Internet sales tax and more Internet regulation are on the horizon. As much as experts want to believe that the Internet could stay as it is today, the financial struggles of the U.S. government and the states could force the lawmakers’ hands and make them open to regulating the Internet. Amazon.com is one of the best e-tailers around due to its large selection of items and its low prices. Most Amazon customers do not pay sales tax to Amazon. That means they have a better chance of finding lower prices on Amazon than on websites that do collect sales tax. There is no question that Amazon has some of the lowest prices around when it comes to e-books. That is going to change with the agreements that Amazon struck with a few top publishers (the agency model debacle):
Several publishers have recently changed the nature of their relationship with Amazon, moving to a business model whereby the publisher, not Amazon, is the seller of record for their books. Kindle books sold under this model are subject to sales tax based on the publisher’s state tax reporting obligations and the taxability of digital books in those states. Books where the publisher is the seller of record say “This price was set by the publisher.” Nothing has changed with respect to sales taxes on Kindle books where Amazon is the seller of record.
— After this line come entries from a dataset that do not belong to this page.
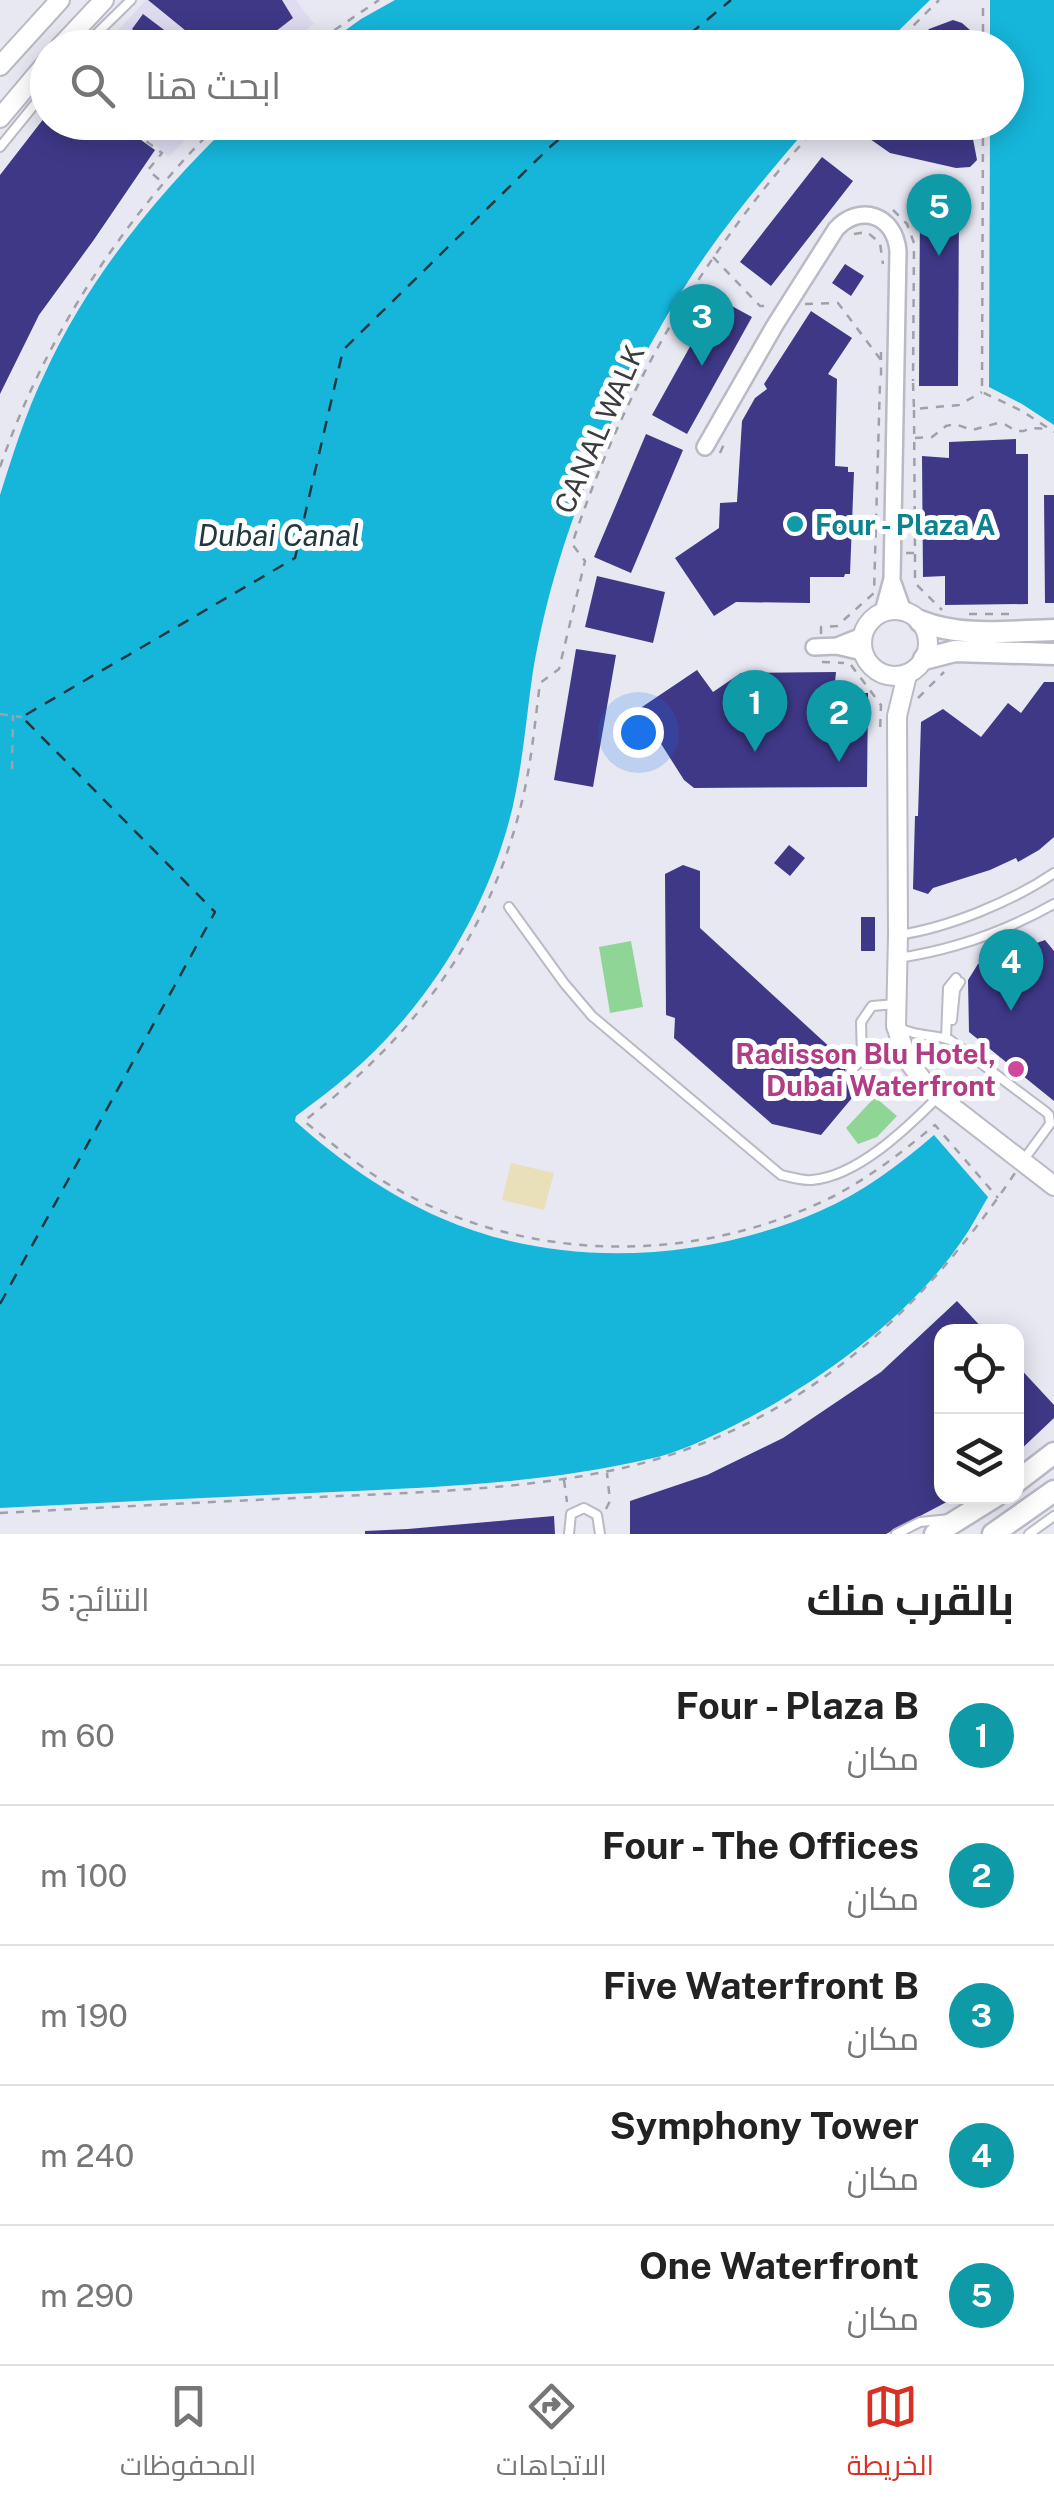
<!DOCTYPE html>
<html lang="ar">
<meta charset="utf-8">
<style>
:root{--surface:#fff;--page:#f6f6f6;--text:#222;--muted:#767676;--line:#e0e0e0;--accent:#d93025}
body{margin:0;font-family:"Public Sans",Cairo,sans-serif;background:var(--page);color:var(--text);direction:rtl}
.controls{position:absolute;right:30px;bottom:30px;display:grid;overflow:hidden;border-radius:20px;box-shadow:0 5px 25px #0003}
.controls button{width:90px;height:90px;display:grid;place-items:center;padding:0;border:0;border-bottom:2px solid var(--line);background:var(--surface);color:var(--text);font:50px sans-serif}
.you{position:absolute;left:638px;top:732px;width:35px;height:35px;margin:-25px;border:8px solid #fff;border-radius:50%;background:#1a73e8;box-shadow:0 0 0 15px #1a73e833}
.badge{display:grid;place-items:center;width:65px;height:65px;border-radius:50%;background:var(--accent);color:#fff;font-size:32px;font-weight:700}
.pin{position:absolute;translate:-50% -82px;filter:drop-shadow(0 2px 5px #0008)}
.pin::after{content:'';position:absolute;top:52px;width:35px;height:30px;background:inherit;clip-path:polygon(0 0,100% 0,50% 100%)}
.list{margin:0;padding:0;list-style:none}
h2{display:flex;justify-content:space-between;align-items:center;height:130px;margin:0;padding:0 40px;font-size:42px}
h2 small{font-size:32px;font-weight:400;color:var(--muted)}
.list li{display:grid;grid-template-columns:65px 1fr auto;gap:30px;align-items:center;box-sizing:border-box;height:140px;padding:0 40px;border-top:2px solid var(--line)}
.list b{display:block;font-size:38px;white-space:nowrap}
.list p{margin:0;font-size:32px;white-space:nowrap;color:var(--muted)}
.list em{font-size:32px;font-style:normal;color:var(--muted)}
.icon{flex:none;width:55px;height:55px;fill:none;stroke:currentColor;stroke-width:2;stroke-linecap:round;stroke-linejoin:round}
.map{position:relative;flex:none;width:1054px;height:1534px;overflow:hidden;direction:ltr}
.search{position:absolute;background:var(--surface);box-shadow:0 5px 25px #0003;left:30px;right:30px;top:30px;height:110px;display:flex;align-items:center;gap:25px;box-sizing:border-box;padding:0 35px;border-radius:55px;color:var(--muted);font-size:38px}
.sheet{height:830px;background:var(--surface)}
nav{display:flex;justify-content:space-around;align-items:center;box-sizing:border-box;height:140px;border-top:2px solid var(--line);background:var(--surface);font-size:28px;color:var(--muted)}
nav a{display:grid;justify-items:center;gap:5px}
nav .on{color:var(--accent)}
.map>svg:first-child{display:block}
.commercial{fill:#dfdcf2}
.green{fill:#8fd696}
.sand{fill:#e9e0ba}
.water{fill:#16b6db}
.lines{fill:none;stroke-linecap:round;stroke-linejoin:round}
.ferry{stroke:#21383f;stroke-width:2.5;stroke-dasharray:12 10;stroke-linecap:butt}
.building{fill:#3f3887}
.service-casing{stroke:#b9bac3;stroke-width:12}
.minor-casing{stroke:#b9bac3;stroke-width:20}
.tertiary-casing{stroke:#b9bac3;stroke-width:22}
.secondary-casing{stroke:#b9bac3;stroke-width:25}
.path{stroke:#a0a1a8;stroke-width:2.5;stroke-dasharray:8 8;stroke-linecap:butt}
.service{stroke:#fff;stroke-width:8}
.minor{stroke:#fff;stroke-width:15}
.tertiary{stroke:#fff;stroke-width:18}
.secondary{stroke:#fff;stroke-width:20}
.culture-dot{fill:#0f9aa8;stroke:#fff;stroke-width:4}
.hotel-dot{fill:#d1479c;stroke:#fff;stroke-width:4}
.labels{text-anchor:middle;dominant-baseline:central;stroke-width:10;stroke-linejoin:round;paint-order:stroke}
.street-label{font-size:28px;fill:#3c3c40;stroke:#fff}
.culture-label{font-size:28px;font-weight:bold;fill:#0d838f;stroke:#fff;text-anchor:start}
.hotel-label{font-size:28px;font-weight:bold;fill:#b23c85;stroke:#fff;text-anchor:end}
.water-label{font-size:30px;font-style:italic;fill:#21383f;stroke:#fff}
</style>
<div class="map">
<svg width="1054" height="1534" viewBox="0 0 1054 1534">
<rect width="100%" height="100%" fill="#e7e8f2"/>
<path class="commercial" d="M146 0H296L314 24 284 47 101 48Z
M128 123H202L169 157Z"/>
<path class="green" d="M631 941 643 1007 610 1013 599 947Z
M875 1097 897 1116 877 1137 858 1144 846 1128Z"/>
<path class="sand" d="M511 1163 554 1173 544 1210 502 1200Z"/>
<path class="water" d="M395 0H930L882 47H322L361 19Z
M990 0H1054V425L1022 404 989 387 990 123 1006 122V48L990 47Z
M231 123H812C766 176 719 231 682 291 632 370 593 456 564 545 551 585 540 629 533 671 527 711 524 751 516 791 500 876 455 962 398 1026 368 1061 333 1089 296 1116L295 1121C339 1160 386 1194 441 1218 559 1270 703 1262 820 1211 862 1193 899 1165 934 1135L988 1197C979 1212 971 1228 961 1242 908 1319 815 1385 733 1426 706 1439 678 1453 649 1459 546 1483 438 1487 333 1492 222 1497 111 1502 0 1508V495C13 454 26 412 45 373 89 277 157 195 231 123Z"/>
<g class="lines">
<path class="ferry" d="M673 48 731 0
M0 1304 215 912 22 717 295 558 343 350 551 146 580 122"/>
</g>
<path class="building" d="M148 0H282L293 18 254 48H207Z
M143 14 188 48H158L132 29Z
M953 20 962 23 970 30 974 48H913L929 29Z
M48 113V122H116L155 150 93 241 39 315 0 394V175Z
M856 122H972L973 139 977 160 970 167 956 168 890 153 860 132Z
M822 157 853 181 771 286 740 262Z
M920 197H959L958 386H919Z
M845 264 864 276 851 296 832 283Z
M717 298 752 317 687 434 652 415Z
M811 311 852 338 828 374 837 379 835 466 848 467V472H854L850 574H845L844 577H810V603L736 602 714 616 675 558 719 528 720 503 737 502 742 421 755 398 767 389 764 384Z
M646 434 683 450 631 573 594 557Z
M1016 439V454H1028V604L945 605V576L923 577 922 456 949 458V442Z
M1044 495H1054V603H1045Z
M597 576 665 592 653 643 585 627Z
M576 649 616 655 593 787 554 780Z
M697 670 713 692 741 673 836 672 834 693H868L867 787 694 788 684 780 639 709Z
M1044 682H1054V837L1039 850 1018 862 1016 858 990 870 933 888 928 894 913 889 915 816H918L921 722 943 709 981 737 1008 703 1021 713Z
M789 845 805 858 790 876 774 863Z
M683 865 700 871V928L846 1062 851 1071 852 1098 821 1135 772 1124 674 1038 675 1018 666 1015 665 874Z
M861 917H875V951H861Z
M1045 940 1054 951V1101L969 1032 968 980 978 964Z
M957 1301 986 1332H942V1496H958L886 1534H630V1501L707 1475 783 1438 881 1372Z
M1016 1364 1054 1405V1418L1016 1454Z
M554 1516 555 1534H365V1531L408 1529Z"/>
<g class="lines">
<g class="service-casing">
<path id="service" d="M82 48 131 0
M0 147 48 88
M509 907 564 983 592 1016 781 1175C790 1177 803 1181 812 1180 858 1176 907 1128 938 1097
M898 935C948 928 1013 901 1054 873
M898 958C952 950 1006 931 1054 904
M952 1020 955 990 960 982
M898 1027C919 1038 930 1033 950 1040L1046 1112 1049 1115 1050 1124 1022 1162
M946 1038 948 988 956 978
M851 1071 862 1059 861 1022 872 1006 896 1004
M569 1534 571 1514 584 1508 597 1515 600 1534
M896 1534 920 1522 950 1519
M1029 1534 1054 1516"/>
</g>
<g class="minor-casing">
<path id="minor" d="M705 447 775 325 836 229C860 203 895 215 898 251L892 579 883 612
M893 583 903 611
M837 646 862 652
M814 647 837 646 862 636"/>
</g>
<g class="tertiary-casing">
<path id="tertiary" d="M59 48 104 0
M0 66 60 0
M0 118 48 61
M862 643a33 33 0 1 1 66 0a33 33 0 1 1-66 0Z
M907 675 897 716 898 935 896 1026 907 1059 929 1089 1054 1186"/>
</g>
<g class="secondary-casing">
<path id="secondary" d="M920 621C962 638 1009 631 1054 630
M924 659 955 651 1054 654
M1016 1482 1054 1453
M935 1534 996 1496
M993 1534 1054 1491"/>
</g>
<path class="path" d="M308 48 379 0
M891 48 939 0
M983 48V0
M121 122 162 153 148 170 162 182
M821 122C705 250 627 381 572 544L585 561 559 669 540 683C535 721 532 759 523 797 491 935 415 1036 304 1121 330 1142 355 1163 383 1181 517 1263 688 1267 828 1199 868 1179 901 1153 935 1125L998 1198
M983 122 982 392 1022 411 1054 432
M893 210 907 224 914 243 913 381
M854 234 867 232 880 243 883 264
M713 257 760 306H772
M805 304 838 303 881 360V382
M881 360V347
M913 383 914 409 959 405 982 392
M915 438 932 437 946 426 955 424 972 430 998 423 1006 425 1016 431H1024L1030 428 1050 429
M720 453 724 444
M0 467C46 335 121 221 220 122
M906 553H915L914 410
M915 554V583L942 610
M969 614H1011
M821 634V627L837 626 874 593 880 382
M822 662 844 663
M851 665 881 705 880 732
M918 698 944 672
M0 714 22 717
M12 769 13 715
M564 1480 567 1502
M606 1509 610 1501 607 1473
M0 1513C113 1507 227 1501 340 1496 429 1492 517 1489 604 1472 787 1436 914 1323 1015 1173"/>
<use href="#service" class="service"/>
<use href="#minor" class="minor"/>
<use href="#tertiary" class="tertiary"/>
<use href="#secondary" class="secondary"/>
</g>
<circle class="culture-dot" cx="795" cy="524" r="10"/>
<circle class="hotel-dot" cx="1016" cy="1069" r="10"/>
<g class="labels">
<g class="street-label">
<text transform="translate(599 429) rotate(-66)">CANAL WALK</text>
</g>
<g class="culture-label">
<text x="815" y="524">Four - Plaza A</text>
</g>
<g class="hotel-label">
<text x="996" y="1053">Radisson Blu Hotel,<tspan x="996" dy="32">Dubai Waterfront</tspan></text>
</g>
<g class="water-label">
<text x="279" y="535">Dubai Canal</text>
</g>
</g>
</svg>
<div class="controls">
<button><svg class="icon" aria-label="locate" viewBox="0 0 24 24"><circle cx="12" cy="12" r="6"/><path d="M12 2v4M12 18v4M2 12h4M18 12h4"/></svg></button>
<button><svg class="icon" aria-label="layers" viewBox="0 0 24 24"><path d="M12 4l9 5-9 5-9-5zM3 14l9 5 9-5"/></svg></button>
</div>
<div class="you"></div>
<div class="pin badge" style="left:755px;top:752px;background:#0f9aa8">1</div>
<div class="pin badge" style="left:839px;top:762px;background:#0f9aa8">2</div>
<div class="pin badge" style="left:702px;top:366px;background:#0f9aa8">3</div>
<div class="pin badge" style="left:1011px;top:1011px;background:#0f9aa8">4</div>
<div class="pin badge" style="left:939px;top:256px;background:#0f9aa8">5</div>
<div class="search"><svg class="icon" aria-label="search" viewBox="0 0 24 24"><circle cx="10" cy="10" r="6"/><path d="M15 15l6 6"/></svg>ابحث هنا</div>
</div>
<section class="sheet">
<h2>بالقرب منك<small>النتائج: 5</small></h2>
<ul class="list">
<li><span class="badge" style="background:#0f9aa8">1</span><div><b>Four - Plaza B</b><p>مكان</p></div><em>60 m</em></li>
<li><span class="badge" style="background:#0f9aa8">2</span><div><b>Four - The Offices</b><p>مكان</p></div><em>100 m</em></li>
<li><span class="badge" style="background:#0f9aa8">3</span><div><b>Five Waterfront B</b><p>مكان</p></div><em>190 m</em></li>
<li><span class="badge" style="background:#0f9aa8">4</span><div><b>Symphony Tower</b><p>مكان</p></div><em>240 m</em></li>
<li><span class="badge" style="background:#0f9aa8">5</span><div><b>One Waterfront</b><p>مكان</p></div><em>290 m</em></li>
</ul>
</section>
<nav>
<a class="on"><svg class="icon" aria-label="map" viewBox="0 0 24 24"><path d="M3 6l6-2 6 2 6-2v14l-6 2-6-2-6 2zM9 4v14M15 6v14"/></svg>الخريطة</a>
<a><svg class="icon" aria-label="directions" viewBox="0 0 24 24"><path d="M12 3l9 9-9 9-9-9zM9 14v-3h6M13 9l2 2-2 2"/></svg>الاتجاهات</a>
<a><svg class="icon" aria-label="saved" viewBox="0 0 24 24"><path d="M7 4h10v16l-5-4-5 4z"/></svg>المحفوظات</a>
</nav>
We are no tax experts, but in many states buyers are supposed to pay sales taxes for their online purchases even if the e-tailers do not charge it. So this announcement does not change anything in that regard. What it does is increase e-book prices a bit more for some customers. That’s another reason why some Kindle customers are not happy with the agency model adopted by a few top publishers on Amazon.
Paying taxes on things we buy is not anything new. We have all done it in the past, and there is no reason to believe we won’t have to do it in the future. But the addition of sales tax for Kindle books is not going to make the already disgruntled Kindle customers happy:
I will not be purchasing books that have this restriction. Thanks for the heads up.
Says G. K. Thompson. Not the only customer complaining about this development. Amazon is the easy target here. The company could be forced to collect sales tax on all items in the near future. Will Kindle owners boycott Amazon over this? Some probably will. But, what will they do when the Congress takes up the Internet tax legislation?
Have you been charged sales tax for e-books on Amazon?